Respondent called CASA Nancy Gilbert, who had worked with the minors for
over three years. For the first year, Gilbert had visited the minors approximately once a
week. After they had moved to their present address, she saw them every two weeks, and
subsequently once a month. In the time she had known the minors, they had progressed
from being very reserved, nonverbal and uncommunicative to being outgoing, talkative,
sociable, "much more emotionally available" and "very loving." In contrast to the way
they were at first, Gilbert testified that now "they appear to be very comfortable and very
happy and very secure where they are." Gilbert testified that the D.'s "are very aware of
the need to provide a supportive and structured environment" for the minors; they kept
close track of the Minor's activities, and encouraged the minors to focus on academics
and excel in school. As a result, both minors were doing well academically. The minors
looked to the D.'s for nurturing and support, and Gilbert observed "a great deal of
affection" between them and their foster parents. Specifically with regard to the minors'
relationship with Mr. D., Gilbert noted "a great deal of camaraderie[,] of affection and
humor and just a very comfortable way of interacting and generally affectionate." Gilbert
had not seen any evidence of physical abuse, violence, or alcohol abuse around the foster
home, and there was "[a]bsolutely" no sense that the minors were fearful or
uncomfortable around the foster father. Gilbert opined that the minors' present
placement was "absolutely essential" for their continued growth; "it would just be
devastating" for the minors if they were forced to leave their placement with the D.'s and
"would undermine all the wonderful progress they have made to this date."

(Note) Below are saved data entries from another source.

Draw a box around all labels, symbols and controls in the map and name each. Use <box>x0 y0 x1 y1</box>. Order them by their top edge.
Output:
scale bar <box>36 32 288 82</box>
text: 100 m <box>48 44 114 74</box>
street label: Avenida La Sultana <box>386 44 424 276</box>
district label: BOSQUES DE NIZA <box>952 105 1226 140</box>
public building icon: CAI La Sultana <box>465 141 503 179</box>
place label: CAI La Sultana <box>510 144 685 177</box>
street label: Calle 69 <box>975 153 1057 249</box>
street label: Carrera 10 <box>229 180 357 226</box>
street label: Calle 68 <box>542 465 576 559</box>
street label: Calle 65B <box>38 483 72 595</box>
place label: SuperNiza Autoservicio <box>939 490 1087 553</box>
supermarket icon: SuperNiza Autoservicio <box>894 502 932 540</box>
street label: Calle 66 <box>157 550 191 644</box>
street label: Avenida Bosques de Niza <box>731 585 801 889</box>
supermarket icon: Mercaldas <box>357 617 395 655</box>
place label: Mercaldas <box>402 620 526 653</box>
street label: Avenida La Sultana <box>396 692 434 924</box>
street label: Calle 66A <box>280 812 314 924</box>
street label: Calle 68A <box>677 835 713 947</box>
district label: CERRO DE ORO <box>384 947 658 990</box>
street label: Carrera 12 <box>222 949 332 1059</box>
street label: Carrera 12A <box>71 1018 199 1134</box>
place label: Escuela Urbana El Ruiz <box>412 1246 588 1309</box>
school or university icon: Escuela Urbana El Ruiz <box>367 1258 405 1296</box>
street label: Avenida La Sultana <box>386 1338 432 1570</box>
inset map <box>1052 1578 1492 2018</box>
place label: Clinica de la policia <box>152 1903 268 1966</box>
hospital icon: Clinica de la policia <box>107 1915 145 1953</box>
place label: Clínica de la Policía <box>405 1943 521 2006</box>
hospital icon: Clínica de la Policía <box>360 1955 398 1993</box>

With regard to appellant, Gilbert testified that her actions--including hiring a
private detective to spy on them and making unannounced and unauthorized attempts to
see the minors at their schools--had been very stressful to the foster parents, and made

13


them "genuinely concerned about the [minors'] safety and well-being." Gilbert noted
that the minors had never asked to visit or live with their grandmother, and had never
even discussed her with Gilbert.

Respondent called appellant as an adverse witness.11 Appellant testified that she
went to the minors' schools to try to ensure their safety. Despite the previous witnesses'
unanimous testimony describing how the minors had made great progress and were
"flourishing" in their foster placement with the D.'s, appellant denied hearing, reading, or
otherwise receiving any information to that effect.12 She admitted that over the previous
24 months she had not tried to contact the social worker, her supervisor, CASA Gilbert,
or the minors' attorney to express her concerns about the minors' safety or their
placement with the foster family. Appellant opined that the minors' current placement
with the D.'s was dangerous to them; and that other than herself, her own attorney, the
Commissioner, and "[o]ther members of [her] family that are backing [her]," no one
involved in the case was concerned with the minors' best interests.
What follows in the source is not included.